Conformal prediction provides prediction sets with finite-sample marginal coverage, but many applications require coverage guarantees that adapt to individual test points, a subpopulation, or a structural component of the data. Existing methods targeting conditional coverage are largely analyzed case by case, leaving limited general theory for understanding where conditional miscoverage comes from, how different procedures should be compared, and how such guarantees can be extended beyond i.i.d.~data. We address these gaps through a unified framework and theory for conformal methods targeting conditional coverage. Our central contribution is a non-asymptotic decomposition of conditional miscoverage into three interpretable components: score-estimation error, finite-sample calibration error, and intrinsic conditional-mismatch error. This decomposition clarifies the mechanisms behind asymptotic conditional validity and places existing methods within a common analytical lens. Building on this framework, we derive principled guidance for conditional-coverage-oriented model selection, and develop localized methods with asymptotic conditional guarantees under covariate shift. Finally, we extend the framework to structured data, with concrete applications to graph-structured and hierarchical settings. Numerical experiments corroborate the theory and demonstrate the effectiveness of the proposed procedures.
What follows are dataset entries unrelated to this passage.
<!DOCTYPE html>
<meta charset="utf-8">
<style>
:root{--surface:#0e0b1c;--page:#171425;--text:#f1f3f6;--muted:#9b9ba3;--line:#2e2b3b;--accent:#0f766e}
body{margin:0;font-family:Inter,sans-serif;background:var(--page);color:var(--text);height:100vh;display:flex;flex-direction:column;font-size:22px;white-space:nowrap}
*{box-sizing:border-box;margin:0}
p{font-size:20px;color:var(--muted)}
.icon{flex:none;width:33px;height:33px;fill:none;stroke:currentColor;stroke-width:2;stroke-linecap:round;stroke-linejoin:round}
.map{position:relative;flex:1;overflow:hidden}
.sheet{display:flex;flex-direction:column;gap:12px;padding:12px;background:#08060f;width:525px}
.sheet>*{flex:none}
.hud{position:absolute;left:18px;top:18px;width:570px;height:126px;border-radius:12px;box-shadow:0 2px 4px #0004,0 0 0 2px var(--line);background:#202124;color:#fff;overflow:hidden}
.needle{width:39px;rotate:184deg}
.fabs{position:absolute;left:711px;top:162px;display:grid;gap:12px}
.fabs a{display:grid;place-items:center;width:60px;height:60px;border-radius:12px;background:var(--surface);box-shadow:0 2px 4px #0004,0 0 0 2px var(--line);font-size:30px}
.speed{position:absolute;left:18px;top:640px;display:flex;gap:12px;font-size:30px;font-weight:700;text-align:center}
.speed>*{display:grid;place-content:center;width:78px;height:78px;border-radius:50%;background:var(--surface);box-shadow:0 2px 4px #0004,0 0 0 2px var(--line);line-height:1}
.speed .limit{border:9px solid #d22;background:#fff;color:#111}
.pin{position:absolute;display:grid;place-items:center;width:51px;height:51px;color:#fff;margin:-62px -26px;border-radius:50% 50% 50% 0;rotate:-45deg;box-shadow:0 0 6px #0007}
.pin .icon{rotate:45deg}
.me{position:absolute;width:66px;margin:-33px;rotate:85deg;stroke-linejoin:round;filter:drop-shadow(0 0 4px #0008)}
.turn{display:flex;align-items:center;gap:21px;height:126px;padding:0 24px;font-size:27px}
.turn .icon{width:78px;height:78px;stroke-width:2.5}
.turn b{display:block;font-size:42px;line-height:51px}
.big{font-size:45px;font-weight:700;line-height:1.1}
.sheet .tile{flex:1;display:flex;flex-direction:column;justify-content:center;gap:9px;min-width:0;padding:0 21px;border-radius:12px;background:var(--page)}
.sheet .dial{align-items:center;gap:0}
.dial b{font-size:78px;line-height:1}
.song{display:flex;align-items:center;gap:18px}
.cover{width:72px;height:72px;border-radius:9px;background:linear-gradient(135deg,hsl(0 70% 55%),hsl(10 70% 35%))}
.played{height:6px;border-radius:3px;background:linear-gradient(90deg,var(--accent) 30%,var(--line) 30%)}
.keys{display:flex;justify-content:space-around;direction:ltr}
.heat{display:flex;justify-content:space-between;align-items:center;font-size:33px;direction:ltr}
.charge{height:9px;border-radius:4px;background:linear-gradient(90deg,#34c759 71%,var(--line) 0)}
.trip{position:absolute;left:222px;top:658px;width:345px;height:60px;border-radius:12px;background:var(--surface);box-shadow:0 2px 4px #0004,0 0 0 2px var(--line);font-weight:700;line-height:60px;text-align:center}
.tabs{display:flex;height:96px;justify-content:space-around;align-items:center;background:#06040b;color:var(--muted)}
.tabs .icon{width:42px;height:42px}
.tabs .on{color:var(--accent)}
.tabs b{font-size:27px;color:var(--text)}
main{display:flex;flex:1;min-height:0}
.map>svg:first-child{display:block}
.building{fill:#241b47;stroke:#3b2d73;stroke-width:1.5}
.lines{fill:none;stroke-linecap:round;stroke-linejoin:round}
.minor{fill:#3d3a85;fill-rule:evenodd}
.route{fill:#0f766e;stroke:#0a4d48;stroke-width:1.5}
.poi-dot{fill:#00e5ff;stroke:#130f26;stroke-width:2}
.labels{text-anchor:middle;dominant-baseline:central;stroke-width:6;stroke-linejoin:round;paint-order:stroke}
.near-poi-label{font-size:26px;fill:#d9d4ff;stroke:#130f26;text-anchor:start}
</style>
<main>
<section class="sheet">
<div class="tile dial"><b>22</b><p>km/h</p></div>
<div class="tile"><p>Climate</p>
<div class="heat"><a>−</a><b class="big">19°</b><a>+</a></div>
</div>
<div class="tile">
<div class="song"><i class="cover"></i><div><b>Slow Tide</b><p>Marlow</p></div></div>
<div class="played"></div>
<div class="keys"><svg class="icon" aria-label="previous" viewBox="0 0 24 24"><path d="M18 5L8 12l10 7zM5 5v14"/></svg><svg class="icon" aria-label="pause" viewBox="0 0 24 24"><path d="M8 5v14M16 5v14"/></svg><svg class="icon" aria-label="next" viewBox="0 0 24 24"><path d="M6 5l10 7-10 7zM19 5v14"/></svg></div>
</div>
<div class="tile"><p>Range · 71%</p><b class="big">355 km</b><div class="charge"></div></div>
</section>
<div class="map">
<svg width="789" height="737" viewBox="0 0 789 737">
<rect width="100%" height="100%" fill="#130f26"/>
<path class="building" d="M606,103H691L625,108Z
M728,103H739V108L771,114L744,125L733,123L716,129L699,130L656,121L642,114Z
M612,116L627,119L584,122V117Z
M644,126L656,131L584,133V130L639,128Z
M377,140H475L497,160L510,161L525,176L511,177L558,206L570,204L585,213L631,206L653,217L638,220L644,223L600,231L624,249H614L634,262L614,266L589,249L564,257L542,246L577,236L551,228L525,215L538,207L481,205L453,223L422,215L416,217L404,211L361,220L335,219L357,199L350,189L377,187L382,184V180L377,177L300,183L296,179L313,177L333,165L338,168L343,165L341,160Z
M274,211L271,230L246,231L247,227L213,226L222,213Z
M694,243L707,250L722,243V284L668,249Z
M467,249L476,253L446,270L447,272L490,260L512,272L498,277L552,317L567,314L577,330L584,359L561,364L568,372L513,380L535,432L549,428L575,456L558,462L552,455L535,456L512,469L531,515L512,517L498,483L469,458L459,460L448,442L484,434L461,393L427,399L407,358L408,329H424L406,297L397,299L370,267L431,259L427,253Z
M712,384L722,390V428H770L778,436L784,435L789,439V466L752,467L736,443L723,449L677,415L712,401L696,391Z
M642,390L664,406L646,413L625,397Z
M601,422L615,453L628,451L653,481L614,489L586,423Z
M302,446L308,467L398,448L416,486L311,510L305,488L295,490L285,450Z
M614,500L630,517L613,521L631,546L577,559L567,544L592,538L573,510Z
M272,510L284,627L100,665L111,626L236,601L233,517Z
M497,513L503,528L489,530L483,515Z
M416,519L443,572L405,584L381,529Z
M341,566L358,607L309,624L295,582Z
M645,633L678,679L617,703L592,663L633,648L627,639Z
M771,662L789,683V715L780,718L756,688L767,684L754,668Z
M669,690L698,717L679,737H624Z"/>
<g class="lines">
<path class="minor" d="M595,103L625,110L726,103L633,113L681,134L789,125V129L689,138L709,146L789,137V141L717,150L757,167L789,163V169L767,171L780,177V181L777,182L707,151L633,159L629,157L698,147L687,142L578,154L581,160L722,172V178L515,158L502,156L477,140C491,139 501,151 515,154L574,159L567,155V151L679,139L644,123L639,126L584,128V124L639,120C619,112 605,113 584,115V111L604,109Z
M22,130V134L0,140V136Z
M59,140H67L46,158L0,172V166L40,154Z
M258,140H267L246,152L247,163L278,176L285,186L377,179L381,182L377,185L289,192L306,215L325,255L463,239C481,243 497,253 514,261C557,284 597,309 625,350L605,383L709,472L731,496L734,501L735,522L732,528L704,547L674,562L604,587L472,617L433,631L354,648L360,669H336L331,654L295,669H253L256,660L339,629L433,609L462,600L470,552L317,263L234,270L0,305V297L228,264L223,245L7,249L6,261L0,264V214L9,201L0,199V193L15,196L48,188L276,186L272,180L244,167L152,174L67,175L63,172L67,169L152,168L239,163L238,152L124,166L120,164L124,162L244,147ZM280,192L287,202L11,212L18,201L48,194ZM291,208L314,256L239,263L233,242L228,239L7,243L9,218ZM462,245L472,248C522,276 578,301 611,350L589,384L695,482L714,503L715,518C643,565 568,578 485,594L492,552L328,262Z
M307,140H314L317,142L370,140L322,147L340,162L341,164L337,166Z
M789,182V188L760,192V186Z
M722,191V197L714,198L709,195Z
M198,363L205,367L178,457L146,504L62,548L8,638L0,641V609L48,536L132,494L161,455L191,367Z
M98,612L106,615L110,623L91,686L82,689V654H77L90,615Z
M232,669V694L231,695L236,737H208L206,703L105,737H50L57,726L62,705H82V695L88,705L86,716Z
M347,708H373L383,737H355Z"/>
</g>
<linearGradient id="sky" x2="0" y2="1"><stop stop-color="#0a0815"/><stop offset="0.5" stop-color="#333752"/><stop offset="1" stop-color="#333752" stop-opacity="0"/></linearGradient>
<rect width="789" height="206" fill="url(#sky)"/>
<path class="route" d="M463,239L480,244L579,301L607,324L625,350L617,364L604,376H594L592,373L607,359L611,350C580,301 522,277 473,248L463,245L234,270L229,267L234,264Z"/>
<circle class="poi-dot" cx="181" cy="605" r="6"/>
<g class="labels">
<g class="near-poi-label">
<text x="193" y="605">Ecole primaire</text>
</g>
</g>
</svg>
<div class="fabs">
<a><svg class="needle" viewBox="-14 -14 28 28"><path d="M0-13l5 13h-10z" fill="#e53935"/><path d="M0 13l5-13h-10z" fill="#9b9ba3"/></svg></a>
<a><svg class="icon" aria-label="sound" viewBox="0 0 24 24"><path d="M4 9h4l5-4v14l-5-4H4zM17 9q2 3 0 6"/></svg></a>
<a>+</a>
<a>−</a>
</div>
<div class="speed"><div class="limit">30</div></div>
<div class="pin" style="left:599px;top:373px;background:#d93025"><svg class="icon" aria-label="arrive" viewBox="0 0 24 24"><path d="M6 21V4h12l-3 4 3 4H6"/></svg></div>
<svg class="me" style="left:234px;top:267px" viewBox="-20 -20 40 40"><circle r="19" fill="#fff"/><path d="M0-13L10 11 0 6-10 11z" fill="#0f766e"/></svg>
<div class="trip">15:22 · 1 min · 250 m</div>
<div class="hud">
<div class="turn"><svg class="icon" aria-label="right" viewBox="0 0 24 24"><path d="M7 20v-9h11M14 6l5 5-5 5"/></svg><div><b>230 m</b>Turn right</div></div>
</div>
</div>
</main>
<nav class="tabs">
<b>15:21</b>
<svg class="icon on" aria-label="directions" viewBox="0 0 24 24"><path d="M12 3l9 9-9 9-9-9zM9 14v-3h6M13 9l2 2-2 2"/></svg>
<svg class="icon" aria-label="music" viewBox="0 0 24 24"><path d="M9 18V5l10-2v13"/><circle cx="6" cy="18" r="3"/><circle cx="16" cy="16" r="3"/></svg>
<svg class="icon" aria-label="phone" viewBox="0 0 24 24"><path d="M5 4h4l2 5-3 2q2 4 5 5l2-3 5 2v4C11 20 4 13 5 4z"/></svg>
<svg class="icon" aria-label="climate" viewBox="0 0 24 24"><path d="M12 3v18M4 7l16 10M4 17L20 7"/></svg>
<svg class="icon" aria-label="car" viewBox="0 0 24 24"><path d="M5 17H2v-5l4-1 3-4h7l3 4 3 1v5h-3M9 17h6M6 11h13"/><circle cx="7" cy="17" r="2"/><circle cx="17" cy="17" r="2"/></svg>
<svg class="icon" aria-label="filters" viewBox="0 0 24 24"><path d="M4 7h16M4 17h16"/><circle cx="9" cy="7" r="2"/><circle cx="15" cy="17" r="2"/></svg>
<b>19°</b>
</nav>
翻译：保形预测方法能够在有限样本下提供边缘覆盖的预测集，但许多实际应用需要能适应个体测试点、子群体或数据结构成分的覆盖保证。现有针对条件覆盖的方法大多采用个案分析方式，缺乏理解条件误覆盖来源、比较不同流程优劣以及将此类保证扩展到独立同分布数据之外的一般性理论。我们通过提出针对条件覆盖的保形方法统一框架与理论来填补这些空白。核心贡献在于将条件误覆盖非渐近分解为三个可解释分量：分数估计误差、有限样本校准误差和内在条件失配误差。该分解阐明了渐近条件有效性背后的机制，并将现有方法置于统一分析视角下。基于此框架，我们推导出面向条件覆盖的模型选择原则性指导，并开发了在协变量偏移下具有渐近条件保证的局部化方法。最后，我们将该框架扩展到结构化数据，具体应用于图结构和层次结构场景。数值实验验证了理论结果并展示了所提方法的有效性。